In Invisible Rulers: The People Who Turn Lies Into Reality, Renée DiResta shifts our understanding of propaganda and influence in the digital age by focusing on the bottom-up dynamics of influencers and online crowds in shaping public opinion. She explores creator and platform incentives, as well as the struggles of institutions to understand and adapt to a networked communication ecosystem. This is not an abstract issue: DiResta covers her own personal experience with splintering realities and conspiracy theories, describing how online influencers turned her into a main character of an alternate reality that did not stay online, but was leveraged by a political machine playing power games.
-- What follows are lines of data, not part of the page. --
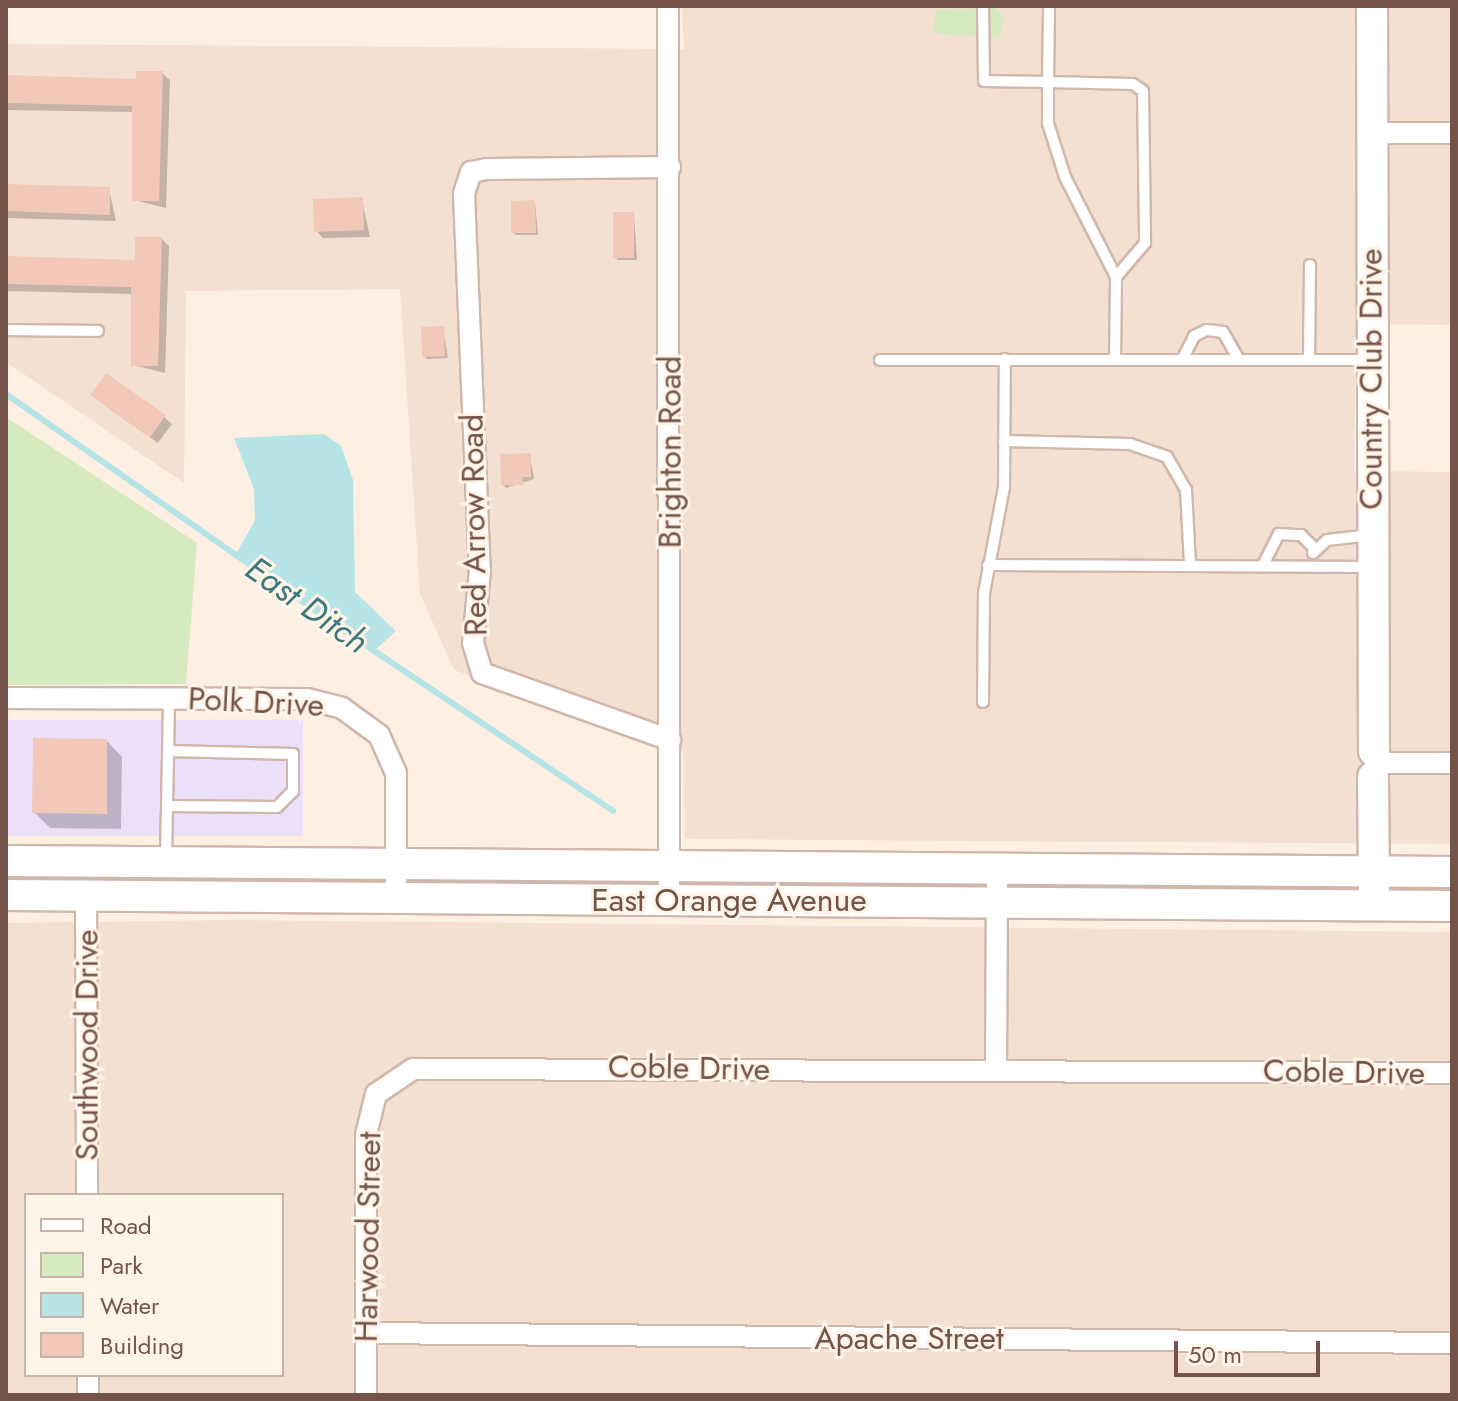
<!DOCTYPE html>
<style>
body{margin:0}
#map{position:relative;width:1458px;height:1401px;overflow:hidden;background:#fdefe2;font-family:Jost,sans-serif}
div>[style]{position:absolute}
.residential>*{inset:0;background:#f4e0d0}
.education>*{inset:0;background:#ecdff9}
.green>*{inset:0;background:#d6eac0}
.water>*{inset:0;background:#b6e4e6}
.shadow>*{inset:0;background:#0003}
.stream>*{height:6px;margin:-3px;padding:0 3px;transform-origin:3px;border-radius:3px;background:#b6e4e6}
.building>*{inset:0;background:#f2c9b9}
.roads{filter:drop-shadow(2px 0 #d0b7ab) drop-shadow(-2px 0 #d0b7ab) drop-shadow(0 2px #d0b7ab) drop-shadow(0 -2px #d0b7ab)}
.lane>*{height:10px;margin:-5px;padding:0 5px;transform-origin:5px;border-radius:5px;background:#fff}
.street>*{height:20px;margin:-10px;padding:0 10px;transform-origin:10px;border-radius:10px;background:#fff}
.secondary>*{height:30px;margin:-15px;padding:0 15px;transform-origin:15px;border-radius:15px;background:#fff}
span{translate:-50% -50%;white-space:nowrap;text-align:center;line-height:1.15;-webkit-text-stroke:6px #fff4e8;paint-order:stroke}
.street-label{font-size:32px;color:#745348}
.water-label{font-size:34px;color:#3c777b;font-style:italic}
.frame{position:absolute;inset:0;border:8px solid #745348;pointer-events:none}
.legend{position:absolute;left:24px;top:1193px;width:260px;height:184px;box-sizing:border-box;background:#fff4e8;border:2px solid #c7b4a8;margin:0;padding:10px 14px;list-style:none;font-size:24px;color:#745348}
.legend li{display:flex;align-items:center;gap:16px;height:40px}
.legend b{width:40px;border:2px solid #c7b4a8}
.scale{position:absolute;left:1174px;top:1341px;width:146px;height:36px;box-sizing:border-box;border:4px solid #745348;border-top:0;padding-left:10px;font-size:24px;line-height:28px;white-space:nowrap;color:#745348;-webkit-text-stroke:6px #fff4e8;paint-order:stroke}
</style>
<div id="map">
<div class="residential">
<div style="clip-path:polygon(682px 6px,1452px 6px,1452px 325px,1356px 324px,1354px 471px,1452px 472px,1452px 844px,685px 839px,683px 752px,454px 670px,420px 594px,400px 289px,186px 291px,184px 483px,6px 362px,6px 44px,684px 49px)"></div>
<div style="clip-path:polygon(evenodd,228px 920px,1452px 932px,1452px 1395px,6px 1395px,6px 923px,228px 920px,26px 1195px,282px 1195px,282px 1375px,26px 1375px,26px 1195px)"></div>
</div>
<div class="education">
<div style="clip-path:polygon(6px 720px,303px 720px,303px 836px,6px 836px)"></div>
</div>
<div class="green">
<div style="clip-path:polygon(996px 8px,1005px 19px,998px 38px,933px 33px,936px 10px)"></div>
<div style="clip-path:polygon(6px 417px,197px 543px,186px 684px,6px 685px)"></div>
</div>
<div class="water">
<div style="clip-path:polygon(324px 434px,341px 446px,353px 480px,355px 592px,396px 631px,373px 652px,236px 554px,255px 520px,254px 489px,234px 438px)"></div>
</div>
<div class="shadow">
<div style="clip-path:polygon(162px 73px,170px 80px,166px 208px,134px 200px,134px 112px,6px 110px,6px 82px,138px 81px)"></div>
<div style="clip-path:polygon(6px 187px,109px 189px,116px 221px,6px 218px)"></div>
<div style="clip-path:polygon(362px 200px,370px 237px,323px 238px,316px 231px)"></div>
<div style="clip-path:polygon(535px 202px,538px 235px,516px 235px,513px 232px)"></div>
<div style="clip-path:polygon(634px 214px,637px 260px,618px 260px,615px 257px)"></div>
<div style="clip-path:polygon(162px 239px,169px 246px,165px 373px,133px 365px,133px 294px,6px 291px,6px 263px,137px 262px)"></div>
<div style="clip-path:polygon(443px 328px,448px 358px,427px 359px,424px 356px)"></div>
<div style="clip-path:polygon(100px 402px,164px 417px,172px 424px,158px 443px)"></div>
<div style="clip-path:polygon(530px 455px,534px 479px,506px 488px,503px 485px)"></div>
<div style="clip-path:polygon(107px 741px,122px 757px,121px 829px,50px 828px,34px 812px)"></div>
</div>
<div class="stream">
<div style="left:6px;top:394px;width:333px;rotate:35deg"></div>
<div style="left:288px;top:591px;width:41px;rotate:36deg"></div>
<div style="left:334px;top:624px;width:336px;rotate:33.8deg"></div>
</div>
<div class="building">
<div style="clip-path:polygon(136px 71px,163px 71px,159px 201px,132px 201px,132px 106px,6px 103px,6px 75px,136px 79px)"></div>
<div style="clip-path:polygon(6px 184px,110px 187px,110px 215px,6px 211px)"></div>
<div style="clip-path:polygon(363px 197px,364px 230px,314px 232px,313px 199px)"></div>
<div style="clip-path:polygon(535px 200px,536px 233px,511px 233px,511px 201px)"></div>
<div style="clip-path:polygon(613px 212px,634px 212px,634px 258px,613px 258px)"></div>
<div style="clip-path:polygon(135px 237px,162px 237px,158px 366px,131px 366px,131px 287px,6px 284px,6px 256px,135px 260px)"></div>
<div style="clip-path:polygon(444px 326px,445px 356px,422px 357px,421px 327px)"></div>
<div style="clip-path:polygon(106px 373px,166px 415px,150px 437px,90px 395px)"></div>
<div style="clip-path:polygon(531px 453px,531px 477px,523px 477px,523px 485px,501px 485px,500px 454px)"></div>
<div style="clip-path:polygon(33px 738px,107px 739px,107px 814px,32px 813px)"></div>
</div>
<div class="roads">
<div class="lane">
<div style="left:983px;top:6px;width:75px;rotate:89.2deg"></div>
<div style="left:984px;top:81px;width:64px;rotate:0.9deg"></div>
<div style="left:1048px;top:82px;width:85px;rotate:1.3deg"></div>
<div style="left:1133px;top:84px;width:12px;rotate:35deg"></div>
<div style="left:1143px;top:91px;width:152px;rotate:89.2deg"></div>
<div style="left:1145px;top:243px;width:45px;rotate:130.5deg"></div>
<div style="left:1116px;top:277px;width:112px;rotate:-117deg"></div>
<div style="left:1065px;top:177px;width:57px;rotate:-107.5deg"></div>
<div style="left:1048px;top:123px;width:41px;rotate:-90deg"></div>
<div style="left:1048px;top:82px;width:76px;rotate:-89.2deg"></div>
<div style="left:6px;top:330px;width:92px;rotate:0.6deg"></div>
<div style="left:880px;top:360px;width:488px"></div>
<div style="left:1115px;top:360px;width:83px;rotate:-89.3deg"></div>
<div style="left:1182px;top:360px;width:27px;rotate:-63deg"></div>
<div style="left:1194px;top:336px;width:14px;rotate:-25deg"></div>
<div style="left:1207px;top:330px;width:16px;rotate:7deg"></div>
<div style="left:1223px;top:332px;width:32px;rotate:60deg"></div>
<div style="left:1309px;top:360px;width:95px;rotate:-89.4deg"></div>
<div style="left:1004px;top:441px;width:126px;rotate:1.4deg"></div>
<div style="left:1130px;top:444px;width:39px;rotate:19deg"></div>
<div style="left:1167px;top:457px;width:38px;rotate:60deg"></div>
<div style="left:1186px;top:490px;width:75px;rotate:86.9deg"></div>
<div style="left:1313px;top:553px;width:19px;rotate:-43deg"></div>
<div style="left:1327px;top:540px;width:44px;rotate:-6.5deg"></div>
<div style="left:988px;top:565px;width:382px;rotate:0.3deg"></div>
<div style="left:1263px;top:565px;width:35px;rotate:-63deg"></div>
<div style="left:1279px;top:534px;width:22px;rotate:3deg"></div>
<div style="left:1301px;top:535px;width:20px;rotate:45deg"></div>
<div style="left:983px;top:702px;width:109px;rotate:-89.5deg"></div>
<div style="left:984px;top:593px;width:108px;rotate:-79.3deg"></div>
<div style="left:1004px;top:487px;width:128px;rotate:-89.6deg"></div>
<div style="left:167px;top:806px;width:110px;rotate:0.5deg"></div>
<div style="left:277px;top:807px;width:23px;rotate:-45deg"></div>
<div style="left:293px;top:791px;width:37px;rotate:-90deg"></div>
<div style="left:293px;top:754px;width:125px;rotate:-178.6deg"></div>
<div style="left:166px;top:859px;width:162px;rotate:-88.9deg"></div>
</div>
<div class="street">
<div style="left:668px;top:6px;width:893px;rotate:89.94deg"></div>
<div style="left:1371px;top:133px;width:81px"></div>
<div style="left:670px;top:167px;width:183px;rotate:179.4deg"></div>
<div style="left:487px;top:169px;width:16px;rotate:169deg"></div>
<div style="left:471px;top:172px;width:23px;rotate:108deg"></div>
<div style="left:464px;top:194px;width:376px;rotate:87.6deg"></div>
<div style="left:480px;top:570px;width:73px;rotate:95.5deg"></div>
<div style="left:473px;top:643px;width:31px;rotate:73deg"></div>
<div style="left:482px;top:673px;width:200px;rotate:19.6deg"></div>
<div style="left:6px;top:698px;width:301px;rotate:0.2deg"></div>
<div style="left:307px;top:699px;width:36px;rotate:14deg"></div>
<div style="left:342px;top:708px;width:46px;rotate:36.1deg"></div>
<div style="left:379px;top:735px;width:42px;rotate:65.9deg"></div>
<div style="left:396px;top:773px;width:124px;rotate:90deg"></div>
<div style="left:1386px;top:763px;width:66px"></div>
<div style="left:86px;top:895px;width:300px;rotate:89.8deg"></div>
<div style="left:996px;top:1071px;width:204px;rotate:-89.7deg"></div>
<div style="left:366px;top:1333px;width:1086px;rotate:0.53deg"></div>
<div style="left:88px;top:1375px;width:20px;rotate:90deg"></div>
<div style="left:366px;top:1395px;width:260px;rotate:-90deg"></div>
<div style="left:366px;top:1135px;width:42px;rotate:-76.3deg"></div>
<div style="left:376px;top:1094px;width:45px;rotate:-34deg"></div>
<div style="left:413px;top:1069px;width:1039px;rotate:0.22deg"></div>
</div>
<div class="secondary">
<div style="left:1372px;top:6px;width:745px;rotate:89.85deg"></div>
<div style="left:1373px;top:777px;width:114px;rotate:89.5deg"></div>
<div style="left:6px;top:861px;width:1446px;rotate:0.44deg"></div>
<div style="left:6px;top:895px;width:1446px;rotate:0.44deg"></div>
</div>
</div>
<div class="street-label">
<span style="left:1371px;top:379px;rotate:-90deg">Country Club Drive</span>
<span style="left:670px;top:452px;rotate:-90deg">Brighton Road</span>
<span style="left:474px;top:525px;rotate:-91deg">Red Arrow Road</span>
<span style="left:256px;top:702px;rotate:3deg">Polk Drive</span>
<span style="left:729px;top:900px">East Orange Avenue</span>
<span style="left:87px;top:1045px;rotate:-90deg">Southwood Drive</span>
<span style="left:689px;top:1068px;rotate:1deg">Coble Drive</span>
<span style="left:1344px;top:1072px;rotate:1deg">Coble Drive</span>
<span style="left:368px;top:1237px;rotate:-89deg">Harwood Street</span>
<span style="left:909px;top:1338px">Apache Street</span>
</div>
<div class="water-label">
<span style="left:307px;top:605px;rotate:35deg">East Ditch</span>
</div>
<div class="frame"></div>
<ul class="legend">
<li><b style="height:10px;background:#fff"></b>Road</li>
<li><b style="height:22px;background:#d6eac0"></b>Park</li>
<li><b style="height:22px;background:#b6e4e6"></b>Water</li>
<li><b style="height:22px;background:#f2c9b9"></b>Building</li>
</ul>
<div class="scale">50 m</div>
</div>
In this talk, DiResta will describe her work observing viral rumors during the 2020 election to explain how “invisible rulers” thrive today, and call attention to what this means for our collective understanding of truth, reality, and consensus.
Renée DiResta is an Associate Research Professor at the McCourt School of Public Policy at Georgetown. Previously, she was the technical research manager at Stanford Internet Observatory, a cross-disciplinary program of research, teaching and policy engagement for the study of adversarial abuse in current information technologies. DiResta studies the many ways that people attempt to manipulate, harass, or target others online. Sometimes that’s via influence operations, sometimes it’s spam and scams, manipulation that harms children, or novel ways of abusing generative AI technology. The internet is an ecosystem, and these things are interconnected: new technologies transform old problems.
This event is part of the Speaker Series on Misinformation, co-sponsored by the Shorenstein Center for Media, Politics and Public Policy at Harvard’s Kennedy School and the the Northeastern University Internet and Democracy Initiative.